Potato Pizza Crust
Introduction
One of the foods Josie missed the most when she went gluten-free was pizza. “I really love pizza,” she says. “I always have.” It’s so versatile and opens up creativity. Depending on what you load on top it can be healthy or unhealthy, vegetarian or carnivorous, basic or extravagant. Sadly, most of the gluten-free pizza crusts are dry, styrofoam with no flavour and little nutritional value.
Jimmy James, a chef friend who worked at a pizza joint, let her in on the secret to a good tasting gluten-free crust: boiled potatoes. Adding them into the flour mix she already uses, adds flavour and moisture. After a bunch of experimentation this recipe is the result. It’s delicious and cooks to a perfectly crusty crumb.
The side hustle is that this is a healthier pizza crust too. Skin on potatoes has far more nutritional value than the equivalent amount of flour. And psyllium, a binding agent that gives the crust structure, is also a source of fibre, which means it slows down the conversion of carbohydrates into sugar and fat, an important attribute in such a carb heavy meal. Research also shows psyllium may help lower cholesterol, blood pressure and sugar sensitivity.
All that justifies pizza as a healthy dinner. But the reason Josie worked so hard to find an excellent pizza crust recipe is because it’s such a great excuse to use some of her other favourite foods, like her pesto, miso mushroom gravy, goat cheese and cherry chorizo.
Ingredients
6 potatoes, skin on and boiled
3 Tablespoons tahini
1.5 teaspoon salt
1 Tablespoon baking powder
¼ cup nutritional yeast
1 Tablespoon psyllium
1 cup Pamela’s Gluten-free flour
½ teaspoon cayenne pepper
1 teaspoon garlic powder
Directions
Preheat the oven to 400F.
Boil potatoes until they are soft enough to easily poke a fork into them.
Mash potatoes with a masher or in a food processor until it's smooth, like for mashed potatoes.
To a big bowl or stand up mixer, add all the other ingredients, except the flour: tahini, salt, psyllium, yeast, baking powder, garlic, cayenne.
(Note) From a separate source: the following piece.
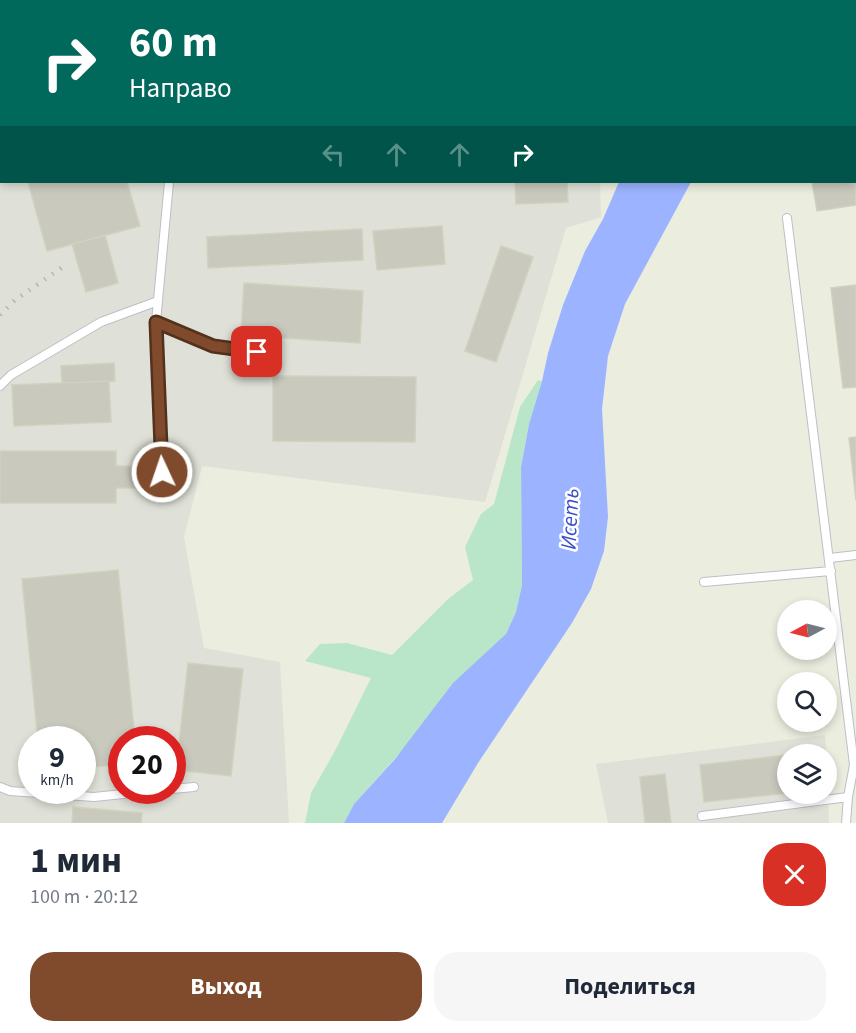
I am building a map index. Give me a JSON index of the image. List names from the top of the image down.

Stir to combine.
Now mix in the flour. It should become a big ball. Add a teaspoon of water if too dry and a little flour if too wet.
Split dough into two equal pieces. Rip off four pieces of parchment paper. Sandwich each ball of dough between two sheets and roll out until flat and thin.
Before adding any ingredients, bake crusts for 15 minutes. Lifting with the parchment makes it easy to transfer the crust to the baking sheet.
Remove crusts from the oven and dress with your choice of ingredients. Here’s our suggestion: pesto, shiitake mushrooms, olives, jalapenos, sun dried tomatoes and chorizo covered with mozzarella cheese.
Bake dressed pizzas for 10 more minutes. Remove parchment and return to the oven until the crust is crispy and the cheese is just starting to brown, probably less than 5 minutes.